The primary end point for both the ASCENT-04 and ASCENT-03 trials was PFS as determined by blinded independent central review. Secondary end points included OS, ORR, duration of response, and safety.

Safety Data

The safety profile of sacituzumab govitecan was consistent with prior studies of the agent. In the ASCENT-04 trial, grade 3 or higher treatment-related adverse effects (TRAEs) occurred in 71% of patients in the combination arm and 70% of patients in the control group. The most frequent grade 3 or higher TRAEs in the combination arm were neutropenia (43% vs 45%), anemia (7% vs 16%), and diarrhea (10% vs 2%).
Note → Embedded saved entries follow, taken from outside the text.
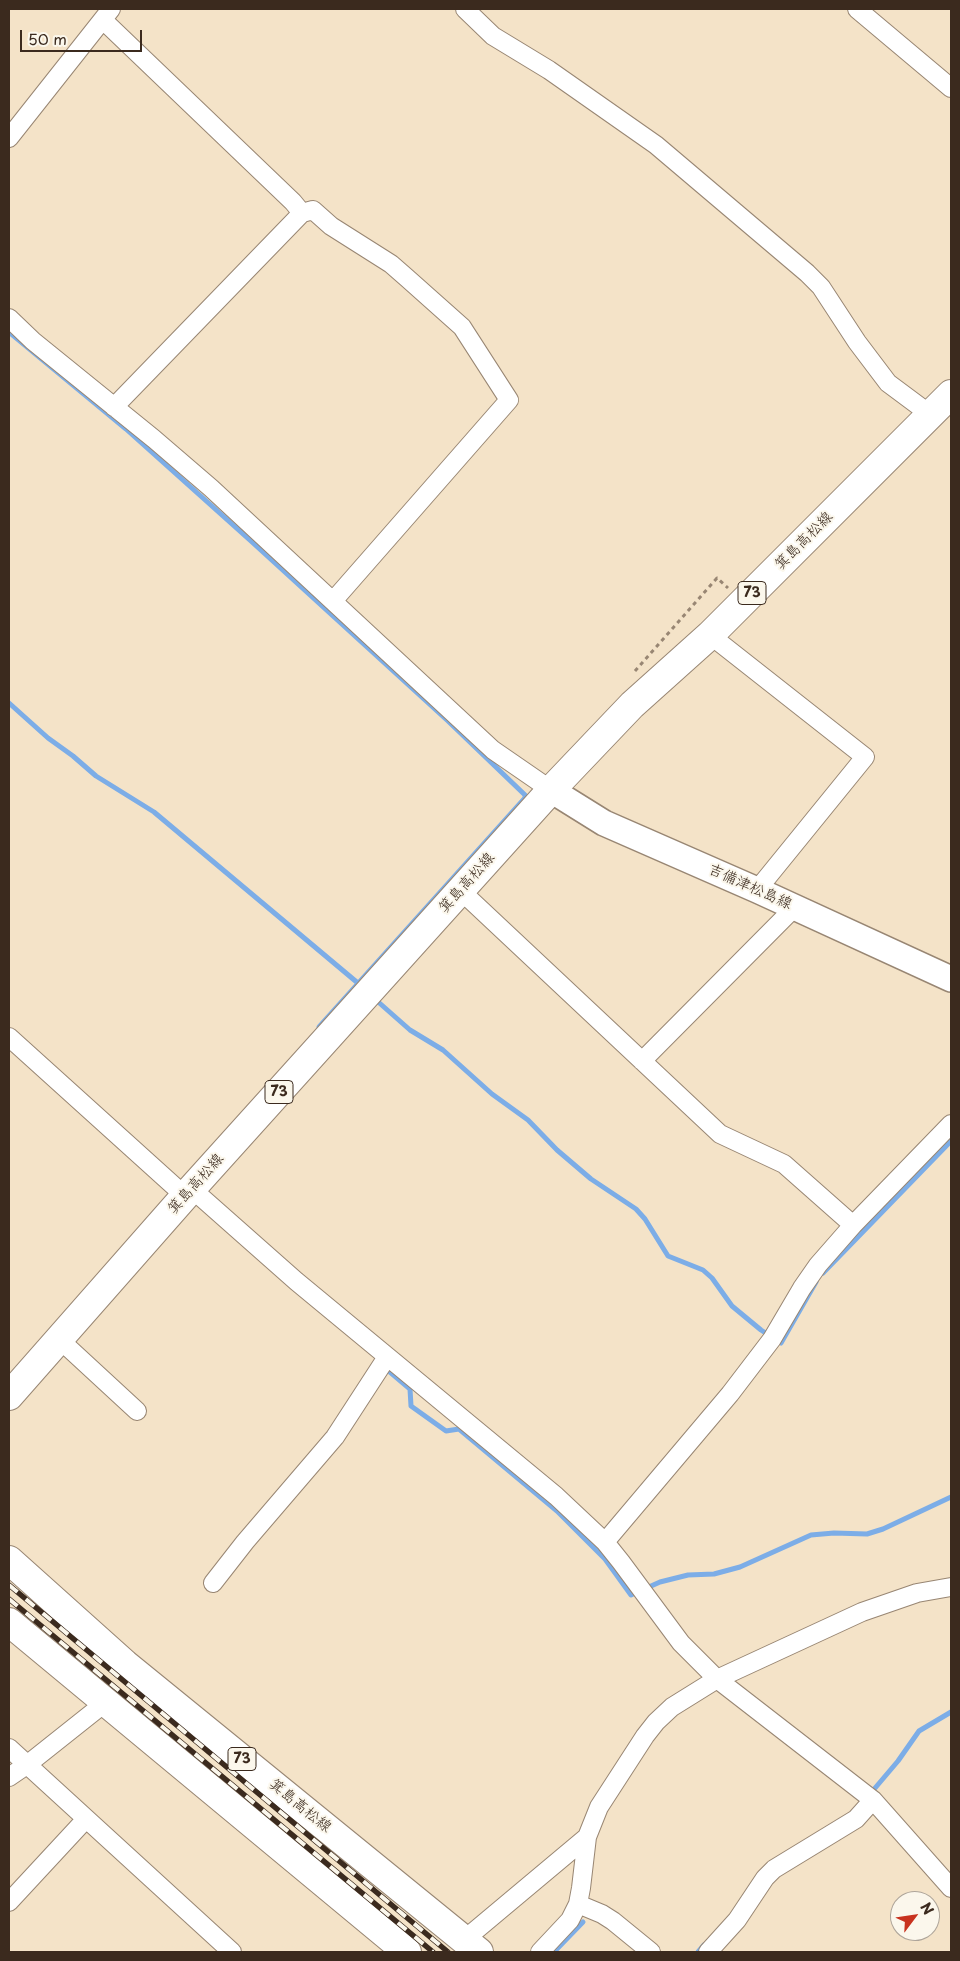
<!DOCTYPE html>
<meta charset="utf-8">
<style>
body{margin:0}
#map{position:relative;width:960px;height:1961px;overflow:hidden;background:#f4e3c8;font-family:"Playpen Sans",sans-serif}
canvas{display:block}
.frame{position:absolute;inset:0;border:10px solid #3b2a1e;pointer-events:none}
.north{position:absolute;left:890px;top:1891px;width:50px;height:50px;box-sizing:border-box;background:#fbf7ec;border:1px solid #aea59a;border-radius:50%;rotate:59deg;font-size:14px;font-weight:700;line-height:20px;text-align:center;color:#3b2a1e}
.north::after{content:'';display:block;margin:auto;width:18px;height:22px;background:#c8321e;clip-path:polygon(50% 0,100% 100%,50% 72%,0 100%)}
.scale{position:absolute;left:20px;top:30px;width:122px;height:22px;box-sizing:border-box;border:2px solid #3b2a1e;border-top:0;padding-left:6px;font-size:15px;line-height:18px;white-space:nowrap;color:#3b2a1e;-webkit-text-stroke:4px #fbf7ec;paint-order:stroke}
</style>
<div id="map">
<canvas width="960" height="1961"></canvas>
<div class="frame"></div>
<div class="north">N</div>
<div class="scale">50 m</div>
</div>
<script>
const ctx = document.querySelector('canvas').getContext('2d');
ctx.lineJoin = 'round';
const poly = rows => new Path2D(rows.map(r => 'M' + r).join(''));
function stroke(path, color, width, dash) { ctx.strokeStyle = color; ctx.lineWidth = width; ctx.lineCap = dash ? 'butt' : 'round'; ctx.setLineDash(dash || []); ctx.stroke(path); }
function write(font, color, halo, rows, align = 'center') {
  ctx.font = font + ' "Playpen Sans","Klee One",sans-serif'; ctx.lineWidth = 4; ctx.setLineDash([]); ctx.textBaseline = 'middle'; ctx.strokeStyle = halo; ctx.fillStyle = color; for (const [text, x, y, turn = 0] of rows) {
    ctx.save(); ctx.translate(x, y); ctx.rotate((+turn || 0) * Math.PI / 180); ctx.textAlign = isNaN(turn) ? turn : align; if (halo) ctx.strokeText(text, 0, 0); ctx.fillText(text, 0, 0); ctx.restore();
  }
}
stroke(poly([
 [9,332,126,429,252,542,448,721,525,795,525,798,319,1027],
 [9,703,48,738,73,756,96,776,154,812,359,984],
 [376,1000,410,1030,443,1050,492,1094,528,1120,557,1150,591,1179,636,1209,645,1219,668,1256,703,1270,712,1278,732,1306,761,1330,781,1343,816,1282],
 [823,1273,951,1141],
 [384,1367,410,1389,411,1406,446,1431,459,1429,557,1511,605,1559,631,1595,660,1582,688,1575,714,1574,740,1567,811,1535,834,1533,867,1534,883,1529,951,1497],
 [870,1794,898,1761,919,1731,951,1712],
 [554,1952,583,1922],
 [698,1952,704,1945]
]), '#7cade7', 5);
const street = poly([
 [465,9,493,36,549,70,656,145,807,273,821,287,857,342,888,383,931,415],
 [857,9,951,88],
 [103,20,293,202,302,213],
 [9,138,111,9],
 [9,318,33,341,154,439,211,488,493,750,551,790],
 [114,407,302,213,313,210,331,226,391,264,407,278,462,327,509,400,333,601],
 [710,635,865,757,757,890],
 [460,890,720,1134,784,1164,853,1225],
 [9,1037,185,1196],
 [642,1061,795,907],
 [192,1189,296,1281,556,1496,605,1542,621,1562,681,1643,717,1679,873,1800,951,1888],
 [59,1339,137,1411],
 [605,1542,730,1394,772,1339,802,1288,818,1265,853,1225,951,1124],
 [213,1583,245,1542,335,1437,387,1357],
 [9,1748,232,1952],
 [9,1777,28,1764,106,1702],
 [9,1902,85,1820],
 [578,1904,602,1914,613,1921,651,1952],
 [464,1940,587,1837,599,1807,645,1736,656,1722,672,1707,717,1679,862,1612,917,1593,951,1587],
 [540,1952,570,1920,578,1904,581,1888,587,1837],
 [708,1952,737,1920,765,1878,774,1869,856,1819,873,1800]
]);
const secondary = poly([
 [551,790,604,823,757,890,951,979]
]);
const primary = poly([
 [9,1396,185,1196,551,790,632,705,710,635,951,394],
 [9,1560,125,1664,479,1952],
 [9,1622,407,1952]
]);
stroke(street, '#988673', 20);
stroke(secondary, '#988673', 28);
stroke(primary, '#988673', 30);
stroke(poly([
 [635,671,717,578,728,588]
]), '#988673', 3, [4, 4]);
stroke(street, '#fff', 18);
stroke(secondary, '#fff', 25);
stroke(primary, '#fff', 28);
const rail = poly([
 [9,1585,448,1952],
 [9,1599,433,1952]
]);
stroke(rail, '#3b2a1e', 5.5);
stroke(rail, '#fbf7ec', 4, [11]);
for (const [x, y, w] of [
 [752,593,28],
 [279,1092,28],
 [242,1759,28]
]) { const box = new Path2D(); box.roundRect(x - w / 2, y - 11.5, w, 23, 4); ctx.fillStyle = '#fbf7ec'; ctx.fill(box); stroke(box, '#3b2a1e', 1); }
write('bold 14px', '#3b2a1e', null, [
 ["73",752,593],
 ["73",279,1092],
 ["73",242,1759]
]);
write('15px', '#3b2a1e', '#fbf7ec', [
 ["箕島高松線",804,541,-45],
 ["箕島高松線",467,883,-48],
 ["吉備津松島線",750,887,24],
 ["箕島高松線",196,1184,-48],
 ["箕島高松線",300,1806,39]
]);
</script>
Discontinuation of treatment due to AEs occurred in 12% of patients in the sacituzumab govitecan plus pembrolizumab group and 31% of patients in the control arm.
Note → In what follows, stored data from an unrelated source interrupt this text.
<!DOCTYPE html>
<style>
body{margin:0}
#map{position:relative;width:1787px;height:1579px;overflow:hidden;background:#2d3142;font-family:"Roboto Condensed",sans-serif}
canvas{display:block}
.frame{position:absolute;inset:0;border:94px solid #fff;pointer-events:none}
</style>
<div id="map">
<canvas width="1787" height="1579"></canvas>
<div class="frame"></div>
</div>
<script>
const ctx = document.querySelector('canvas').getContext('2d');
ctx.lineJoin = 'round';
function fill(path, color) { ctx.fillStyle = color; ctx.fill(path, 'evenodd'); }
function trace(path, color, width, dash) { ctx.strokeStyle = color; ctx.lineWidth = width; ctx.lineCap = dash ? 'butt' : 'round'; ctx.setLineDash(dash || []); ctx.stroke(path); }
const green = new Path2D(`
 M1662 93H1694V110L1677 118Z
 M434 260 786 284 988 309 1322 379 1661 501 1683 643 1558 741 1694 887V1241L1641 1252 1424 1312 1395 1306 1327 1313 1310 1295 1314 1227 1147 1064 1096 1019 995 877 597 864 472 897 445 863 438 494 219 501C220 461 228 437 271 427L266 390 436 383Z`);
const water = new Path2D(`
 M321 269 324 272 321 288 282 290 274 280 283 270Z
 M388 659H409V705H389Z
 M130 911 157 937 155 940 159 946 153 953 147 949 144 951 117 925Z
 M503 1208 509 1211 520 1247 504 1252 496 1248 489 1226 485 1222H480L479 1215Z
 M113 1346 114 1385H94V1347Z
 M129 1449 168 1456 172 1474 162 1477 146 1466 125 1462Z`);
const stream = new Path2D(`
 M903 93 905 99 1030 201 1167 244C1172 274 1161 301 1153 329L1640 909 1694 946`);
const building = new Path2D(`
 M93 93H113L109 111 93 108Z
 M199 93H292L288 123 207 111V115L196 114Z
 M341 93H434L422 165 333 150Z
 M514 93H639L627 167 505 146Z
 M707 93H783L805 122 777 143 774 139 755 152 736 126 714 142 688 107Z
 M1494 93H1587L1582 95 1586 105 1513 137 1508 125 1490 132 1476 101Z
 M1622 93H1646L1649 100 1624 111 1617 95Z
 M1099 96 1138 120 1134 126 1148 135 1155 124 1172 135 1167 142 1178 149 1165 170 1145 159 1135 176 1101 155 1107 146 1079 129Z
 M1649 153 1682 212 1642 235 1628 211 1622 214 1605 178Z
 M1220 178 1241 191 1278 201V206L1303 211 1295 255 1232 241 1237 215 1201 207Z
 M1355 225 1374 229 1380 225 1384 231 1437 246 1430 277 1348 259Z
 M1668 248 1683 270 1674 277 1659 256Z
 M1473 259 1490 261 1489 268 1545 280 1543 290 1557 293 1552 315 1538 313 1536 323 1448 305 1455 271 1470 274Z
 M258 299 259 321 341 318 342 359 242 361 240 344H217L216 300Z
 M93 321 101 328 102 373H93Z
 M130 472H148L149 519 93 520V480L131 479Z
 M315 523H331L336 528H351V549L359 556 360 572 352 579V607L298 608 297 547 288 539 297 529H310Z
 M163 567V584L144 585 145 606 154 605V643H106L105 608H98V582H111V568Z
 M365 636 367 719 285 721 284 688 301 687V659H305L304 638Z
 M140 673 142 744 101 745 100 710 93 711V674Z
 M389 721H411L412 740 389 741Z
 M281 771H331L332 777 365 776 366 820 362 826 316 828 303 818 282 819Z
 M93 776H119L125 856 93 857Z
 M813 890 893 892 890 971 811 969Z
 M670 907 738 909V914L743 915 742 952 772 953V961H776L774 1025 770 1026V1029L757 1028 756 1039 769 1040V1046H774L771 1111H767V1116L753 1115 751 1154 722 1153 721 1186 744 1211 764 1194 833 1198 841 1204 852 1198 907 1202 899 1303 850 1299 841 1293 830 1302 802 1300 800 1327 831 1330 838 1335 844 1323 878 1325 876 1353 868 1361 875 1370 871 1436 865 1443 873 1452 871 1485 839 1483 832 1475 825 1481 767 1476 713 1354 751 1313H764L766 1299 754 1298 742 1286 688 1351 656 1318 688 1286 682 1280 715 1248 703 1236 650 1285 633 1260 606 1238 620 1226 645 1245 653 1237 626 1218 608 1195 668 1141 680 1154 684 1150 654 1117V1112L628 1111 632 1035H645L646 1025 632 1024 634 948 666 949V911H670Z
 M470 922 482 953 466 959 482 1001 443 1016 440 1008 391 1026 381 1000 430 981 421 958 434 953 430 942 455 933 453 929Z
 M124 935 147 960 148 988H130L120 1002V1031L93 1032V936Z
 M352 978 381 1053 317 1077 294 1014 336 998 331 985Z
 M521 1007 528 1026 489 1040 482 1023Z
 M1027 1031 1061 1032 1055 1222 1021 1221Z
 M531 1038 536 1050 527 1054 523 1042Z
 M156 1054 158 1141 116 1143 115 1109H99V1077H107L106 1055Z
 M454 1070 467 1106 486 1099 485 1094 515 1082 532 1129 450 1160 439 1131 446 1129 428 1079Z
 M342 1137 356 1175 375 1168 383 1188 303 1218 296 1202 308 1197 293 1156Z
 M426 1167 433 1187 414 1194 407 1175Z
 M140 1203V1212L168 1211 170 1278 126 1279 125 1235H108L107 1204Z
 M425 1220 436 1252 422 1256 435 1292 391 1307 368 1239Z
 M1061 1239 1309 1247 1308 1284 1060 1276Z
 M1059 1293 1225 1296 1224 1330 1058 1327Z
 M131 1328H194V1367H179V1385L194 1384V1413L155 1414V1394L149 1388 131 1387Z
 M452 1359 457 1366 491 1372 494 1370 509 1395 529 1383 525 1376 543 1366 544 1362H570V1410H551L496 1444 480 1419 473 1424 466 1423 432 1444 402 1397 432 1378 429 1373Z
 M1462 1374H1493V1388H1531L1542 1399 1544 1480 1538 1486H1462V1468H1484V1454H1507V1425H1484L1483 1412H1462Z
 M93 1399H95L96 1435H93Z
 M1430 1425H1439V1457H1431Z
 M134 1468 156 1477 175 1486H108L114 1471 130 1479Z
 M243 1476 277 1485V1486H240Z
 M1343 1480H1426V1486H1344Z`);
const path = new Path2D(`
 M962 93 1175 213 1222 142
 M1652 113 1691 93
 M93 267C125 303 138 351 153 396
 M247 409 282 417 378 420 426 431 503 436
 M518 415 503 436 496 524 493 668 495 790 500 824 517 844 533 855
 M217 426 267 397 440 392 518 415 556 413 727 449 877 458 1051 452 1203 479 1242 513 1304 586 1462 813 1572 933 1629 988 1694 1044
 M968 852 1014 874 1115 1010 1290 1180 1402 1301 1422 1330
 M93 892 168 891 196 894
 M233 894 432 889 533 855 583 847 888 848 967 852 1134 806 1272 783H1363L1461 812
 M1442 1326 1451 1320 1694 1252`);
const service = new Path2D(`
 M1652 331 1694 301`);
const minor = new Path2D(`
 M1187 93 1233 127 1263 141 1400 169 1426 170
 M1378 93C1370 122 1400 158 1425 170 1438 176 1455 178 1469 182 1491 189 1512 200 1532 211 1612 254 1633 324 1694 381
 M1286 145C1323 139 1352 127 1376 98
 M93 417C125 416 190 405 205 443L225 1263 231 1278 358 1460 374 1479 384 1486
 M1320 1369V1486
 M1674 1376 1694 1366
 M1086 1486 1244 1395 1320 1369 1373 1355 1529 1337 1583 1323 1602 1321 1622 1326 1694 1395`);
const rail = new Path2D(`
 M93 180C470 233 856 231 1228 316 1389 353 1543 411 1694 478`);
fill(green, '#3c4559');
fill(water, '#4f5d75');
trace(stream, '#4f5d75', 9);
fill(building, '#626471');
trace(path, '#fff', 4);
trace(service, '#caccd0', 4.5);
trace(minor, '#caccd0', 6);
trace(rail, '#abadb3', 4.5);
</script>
In the ASCENT-03 trial, grade 3 or higher TRAEs were reported in 66% of patients receiving sacituzumab govitecan monotherapy, compared with 62% of patients in the TPC arm.⁴ Neutropenia (67% vs 57%), diarrhea (54% vs 20%), and anemia (39% vs 50%) were among the most common AEs in the monotherapy and control arms, respectively. The rate of treatment discontinuation due to adverse effects was 4% for the sacituzumab govitecan group and 12% for the TPC group. No new safety signals were identified in either trial.

References

1. Trodelvy® added as preferred regimen within first-line metastatic triple-negative breast cancer in NCCN Clinical Practice Guidelines in Oncology (NCCN Guidelines®). News release. Gilead. Updated February 27, 2026. Accessed March 18, 2026. https://tinyurl.com/ye28utcv
2. Cortés J, Punie K, Barrios C, et al. Sacituzumab govitecan in untreated, advanced triple-negative breast cancer. N Engl J Med. 2025;393(19):1912-1925. doi:10.1056/NEJMoa2511734
3. Tolaney SM, de Azambuja E, Kalinsky K, et al. Sacituzumab govitecan plus pembrolizumab for advanced triple-negative breast cancer. N Engl J Med. 2026;394(4):354-366. doi:10.1056/NEJMoa2508959
4. Hurvitz A, Bardia A, Tolaney SM, et al. Safety analysis of ASCENT-03, a phase 3 study of sacituzumab govitecan vs chemotherapy for previously untreated advanced triple-negative breast cancer in patients who are not candidates for PD-(L)1 inhibitors. Presented at: 2025 San Antonio Breast Cancer Symposium; December 9-12, 2025; Houston, TX. Poster PS1-13-24.